> **WORK REQUEST**
Establish the number of lines below that contain the string "linecap". State that number alone.

(Stored data entries)
%%

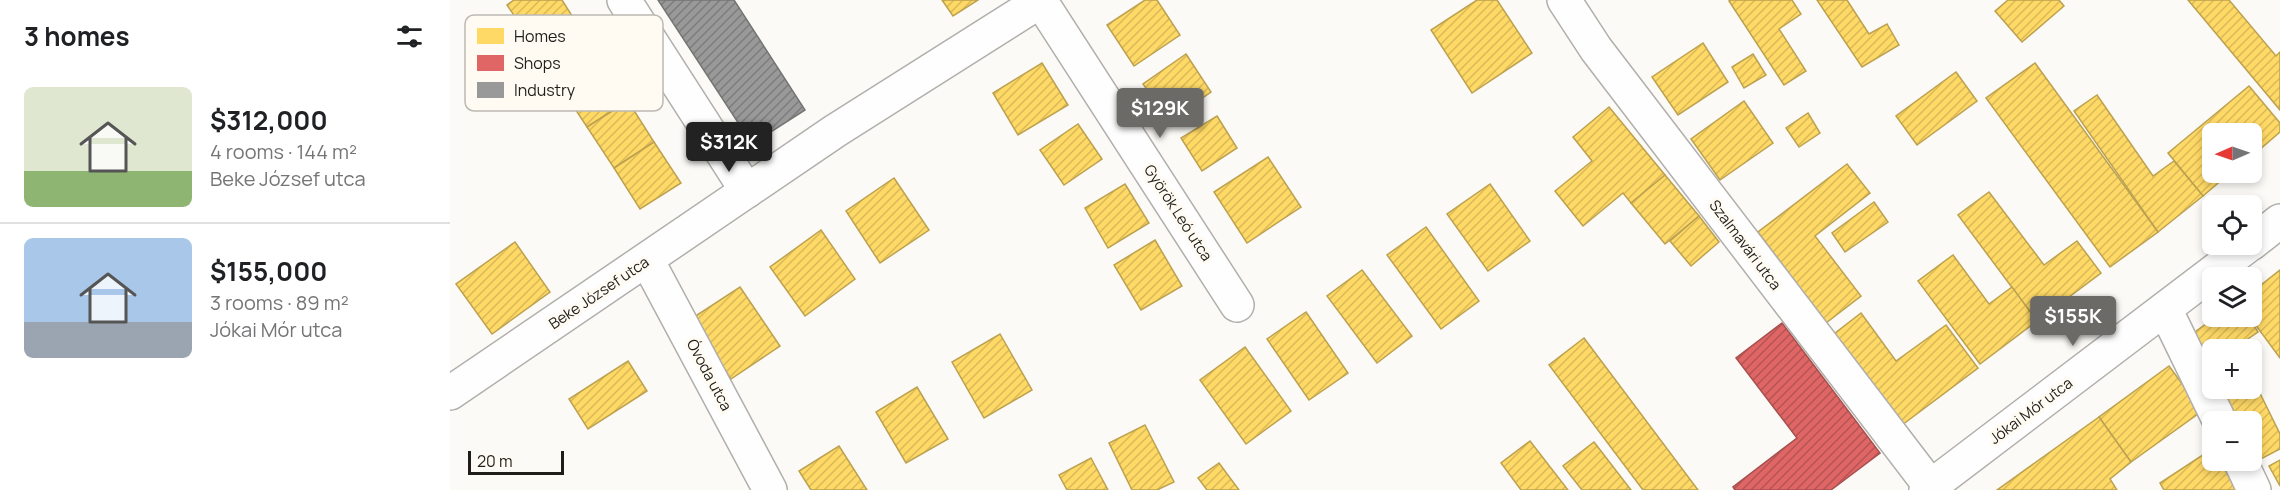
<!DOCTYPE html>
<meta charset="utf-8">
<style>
:root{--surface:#fff;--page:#f2f2f2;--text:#202124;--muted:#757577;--line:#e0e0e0;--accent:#6c6a66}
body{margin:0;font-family:Manrope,sans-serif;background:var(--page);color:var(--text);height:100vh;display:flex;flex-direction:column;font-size:22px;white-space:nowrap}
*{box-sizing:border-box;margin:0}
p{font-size:20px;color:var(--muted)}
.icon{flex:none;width:33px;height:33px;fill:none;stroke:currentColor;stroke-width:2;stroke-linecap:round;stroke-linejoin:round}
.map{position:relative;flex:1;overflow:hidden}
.details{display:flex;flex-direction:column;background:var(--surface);width:450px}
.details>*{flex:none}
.needle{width:39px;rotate:268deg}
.fabs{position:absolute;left:1752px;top:123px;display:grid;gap:12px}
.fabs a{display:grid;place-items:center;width:60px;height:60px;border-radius:9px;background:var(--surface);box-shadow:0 3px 9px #0003;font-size:30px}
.scale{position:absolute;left:18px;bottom:15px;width:96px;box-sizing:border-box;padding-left:6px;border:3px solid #1e1d19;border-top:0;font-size:16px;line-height:21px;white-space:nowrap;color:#1e1d19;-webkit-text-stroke:4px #fffbf3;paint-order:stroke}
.price{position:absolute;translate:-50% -51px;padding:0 14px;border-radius:6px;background:var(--accent);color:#fff;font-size:20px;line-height:39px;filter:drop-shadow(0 2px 3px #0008)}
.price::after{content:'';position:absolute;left:50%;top:36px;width:18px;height:14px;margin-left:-9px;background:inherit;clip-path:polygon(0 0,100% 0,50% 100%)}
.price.active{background:#222;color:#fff}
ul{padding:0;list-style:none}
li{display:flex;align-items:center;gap:18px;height:150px;padding:0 24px}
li+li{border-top:2px solid var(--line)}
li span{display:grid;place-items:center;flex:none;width:168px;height:120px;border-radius:9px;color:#555}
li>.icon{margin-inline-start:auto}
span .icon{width:72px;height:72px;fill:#fffc;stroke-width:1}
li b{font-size:26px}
h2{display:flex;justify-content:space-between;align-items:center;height:72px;padding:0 24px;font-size:26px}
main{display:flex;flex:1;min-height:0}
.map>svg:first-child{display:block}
.homes{fill:url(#homes-hatch);stroke:#bca14f;stroke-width:1.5}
.shops{fill:url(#shops-hatch);stroke:#a6504f;stroke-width:1.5}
.industry{fill:url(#industry-hatch);stroke:#747473;stroke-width:1.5}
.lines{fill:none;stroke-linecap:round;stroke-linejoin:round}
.street-casing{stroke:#b1afab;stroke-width:36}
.street{stroke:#fffefe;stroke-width:33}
.labels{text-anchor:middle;stroke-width:6;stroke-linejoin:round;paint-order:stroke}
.street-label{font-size:15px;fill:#1e1d19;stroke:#fffbf3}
.key{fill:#fffbf3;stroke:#bcb8b2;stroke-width:1.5}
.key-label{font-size:16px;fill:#1e1d19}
</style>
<main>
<section class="details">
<h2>3 homes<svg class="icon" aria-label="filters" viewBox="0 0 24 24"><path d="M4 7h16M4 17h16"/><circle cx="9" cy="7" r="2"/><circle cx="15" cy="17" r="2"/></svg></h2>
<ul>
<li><span style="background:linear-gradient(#dfe7d0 70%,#8fb573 0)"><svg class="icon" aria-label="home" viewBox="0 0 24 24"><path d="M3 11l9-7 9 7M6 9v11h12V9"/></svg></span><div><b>$312,000</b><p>4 rooms · 144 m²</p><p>Beke József utca</p></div></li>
<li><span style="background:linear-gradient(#a9c7e8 70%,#9aa5b1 0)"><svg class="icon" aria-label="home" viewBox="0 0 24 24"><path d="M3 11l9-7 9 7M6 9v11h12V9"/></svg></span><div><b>$155,000</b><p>3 rooms · 89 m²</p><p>Jókai Mór utca</p></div></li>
</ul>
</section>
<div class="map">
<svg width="1830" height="490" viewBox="0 0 1830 490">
<defs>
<pattern id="homes-hatch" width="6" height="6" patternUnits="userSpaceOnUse" patternTransform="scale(1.5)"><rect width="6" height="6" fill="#ffd966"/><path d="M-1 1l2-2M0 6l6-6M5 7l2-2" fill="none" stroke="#daba58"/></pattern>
<pattern id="shops-hatch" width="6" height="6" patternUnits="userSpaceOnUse" patternTransform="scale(1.5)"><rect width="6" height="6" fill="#e06666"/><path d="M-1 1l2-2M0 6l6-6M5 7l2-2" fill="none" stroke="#b55353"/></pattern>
<pattern id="industry-hatch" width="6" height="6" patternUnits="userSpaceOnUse" patternTransform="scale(1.5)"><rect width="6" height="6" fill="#999"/><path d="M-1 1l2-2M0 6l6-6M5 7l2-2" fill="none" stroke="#7c7c7c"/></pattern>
</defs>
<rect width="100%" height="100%" fill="#fcfaf6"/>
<g class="homes">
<path d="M64 0H112L124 19 84 45 57 5Z"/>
<path d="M492 0H528L503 16Z"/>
<path d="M695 0H707L730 35 684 66 657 25Z"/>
<path d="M1027 0H1047L1082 53 1022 93 981 30Z"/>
<path d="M1281 0H1342L1351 14 1329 29 1356 71 1334 85 1279 1Z"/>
<path d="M1367 0H1397L1419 34 1437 24 1449 45 1412 67Z"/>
<path d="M1558 0H1609L1614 6 1572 42 1545 11Z"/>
<path d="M1738 0H1779L1826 56 1830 52V110Z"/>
<path d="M1253 43 1278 82 1228 115 1202 77Z"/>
<path d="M736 54 761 92 719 121 693 84Z"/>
<path d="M1303 54 1316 75 1294 88 1282 67Z"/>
<path d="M151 60 178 101 137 127 110 86Z"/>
<path d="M592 63 618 105 568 135 543 93Z"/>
<path d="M1585 63 1708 232 1660 267 1536 98Z"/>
<path d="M1506 72 1527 101 1467 145 1446 116Z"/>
<path d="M1799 86 1830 123V132L1802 156V134H1762V172H1781L1753 196 1718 153Z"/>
<path d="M1647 95 1703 176 1724 161 1753 196 1708 232 1624 111Z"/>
<path d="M178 101 204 142 164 168 137 127Z"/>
<path d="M1294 101 1323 143 1270 180 1241 139Z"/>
<path d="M1159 107 1215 175 1181 203 1173 193 1133 226 1105 191 1142 161 1123 137Z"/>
<path d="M1358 113 1370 133 1349 147 1336 128Z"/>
<path d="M767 116 787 148 752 171 731 138Z"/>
<path d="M628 124 652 159 614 185 590 150Z"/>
<path d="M204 142 231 183 190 209 164 168Z"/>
<path d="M818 157 851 207 797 243 764 192Z"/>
<path d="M1397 164 1420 193 1365 236 1411 296 1376 323 1308 232Z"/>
<path d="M1215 175 1249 216 1215 244 1181 203Z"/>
<path d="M444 178 479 230 430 263 396 211Z"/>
<path d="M675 184 699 223 658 248 635 208Z"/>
<path d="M1040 184 1080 241 1038 271 997 214Z"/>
<path d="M1539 192 1594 265 1627 241 1651 273 1587 321 1508 215Z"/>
<path d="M1424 202 1438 222 1395 252 1382 233Z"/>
<path d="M1249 216 1269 242 1241 266 1220 241Z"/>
<path d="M976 227 1029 301 991 329 937 255Z"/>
<path d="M371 230 405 279 355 316 320 267Z"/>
<path d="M705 240 732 286 691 310 664 265Z"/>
<path d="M65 242 100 292 42 334 6 284Z"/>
<path d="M1503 255 1539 304 1562 287 1587 321 1530 364 1468 281Z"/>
<path d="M912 270 962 336 927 363 877 296Z"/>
<path d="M1830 270V358L1799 316H1802V292Z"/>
<path d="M290 287 330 346 281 379 241 319Z"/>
<path d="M856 312 898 373 859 400 817 339Z"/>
<path d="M1411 313 1446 361 1496 325 1528 368 1452 425 1384 334Z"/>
<path d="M1767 316H1798L1808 332 1786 347 1787 350H1762V374L1742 334Z"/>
<path d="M550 334 582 390 534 418 502 362Z"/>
<path d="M1134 338 1248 490H1193L1099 365Z"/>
<path d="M795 347 841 411 796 444 750 380Z"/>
<path d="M178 361 197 391 138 429 119 399Z"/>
<path d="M1719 366 1752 411 1681 462 1649 417Z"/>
<path d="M1802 377 1830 434V449L1807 461 1802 450V422H1787L1770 388H1802Z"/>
<path d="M467 387 498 439 456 463 426 412Z"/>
<path d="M1649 417 1681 462 1660 479 1667 490H1547Z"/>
<path d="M695 425 724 482 707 490H682L659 443Z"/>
<path d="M1080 441 1118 490H1071L1051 463Z"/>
<path d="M1144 442 1181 490H1132L1113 466Z"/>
<path d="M389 446 417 490H361L349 471Z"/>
<path d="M1762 449V460H1769L1787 490H1714L1710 483Z"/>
<path d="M641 458 658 490H617L609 475Z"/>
<path d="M1830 460V486L1819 466Z"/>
<path d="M769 463 789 490H757L748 478Z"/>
</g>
<path class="shops" d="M1332 323 1430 453 1381 490H1285L1283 487 1347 438 1286 358Z"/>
<path class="industry" d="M208 0H284L355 110 302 144Z"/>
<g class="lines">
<g class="street-casing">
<g id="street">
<path d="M174 0 297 191"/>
<path d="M590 0 787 305"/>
<path d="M1114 0 1146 49 1481 487"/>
<path d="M1802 243 1830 221"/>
<path d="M197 260 320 490"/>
<path d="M1715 309 1770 422"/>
<path d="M0 393 385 131 592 0"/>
<path d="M1790 460 1804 490"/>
<path d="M1476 490 1800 244"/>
</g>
</g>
<use href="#street" class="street"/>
</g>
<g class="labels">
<g class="street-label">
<text transform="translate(728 213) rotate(57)" y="5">Györök Leó utca</text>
<text transform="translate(1295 245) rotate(53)" y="5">Szalmavári utca</text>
<text transform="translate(149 293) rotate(-34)" y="5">Beke József utca</text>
<text transform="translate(259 375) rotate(62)" y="5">Óvoda utca</text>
<text transform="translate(1581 411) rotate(-37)" y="5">Jókai Mór utca</text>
</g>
</g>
<rect x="15" y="15" width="198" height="96" rx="9" class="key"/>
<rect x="27" y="28" width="27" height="16" fill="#ffd966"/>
<rect x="27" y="55" width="27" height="16" fill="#e06666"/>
<rect x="27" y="82" width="27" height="16" fill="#999"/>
<g class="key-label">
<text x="64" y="42">Homes</text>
<text x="64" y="69">Shops</text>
<text x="64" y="96">Industry</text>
</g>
</svg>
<div class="fabs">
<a><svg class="needle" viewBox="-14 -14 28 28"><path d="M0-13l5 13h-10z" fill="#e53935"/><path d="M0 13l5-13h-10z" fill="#757577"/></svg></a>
<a><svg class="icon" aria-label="locate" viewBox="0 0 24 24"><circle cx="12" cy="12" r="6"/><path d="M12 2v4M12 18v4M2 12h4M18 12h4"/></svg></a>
<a><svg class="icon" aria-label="layers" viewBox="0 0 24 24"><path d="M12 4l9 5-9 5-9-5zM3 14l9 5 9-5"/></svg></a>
<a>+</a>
<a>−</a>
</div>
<div class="scale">20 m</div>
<b class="price" style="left:710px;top:139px">$129K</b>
<b class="price active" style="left:279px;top:173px">$312K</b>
<b class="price" style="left:1623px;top:347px">$155K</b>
</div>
</main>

%%

> **ANSWER TO THIS EXERCISE**
2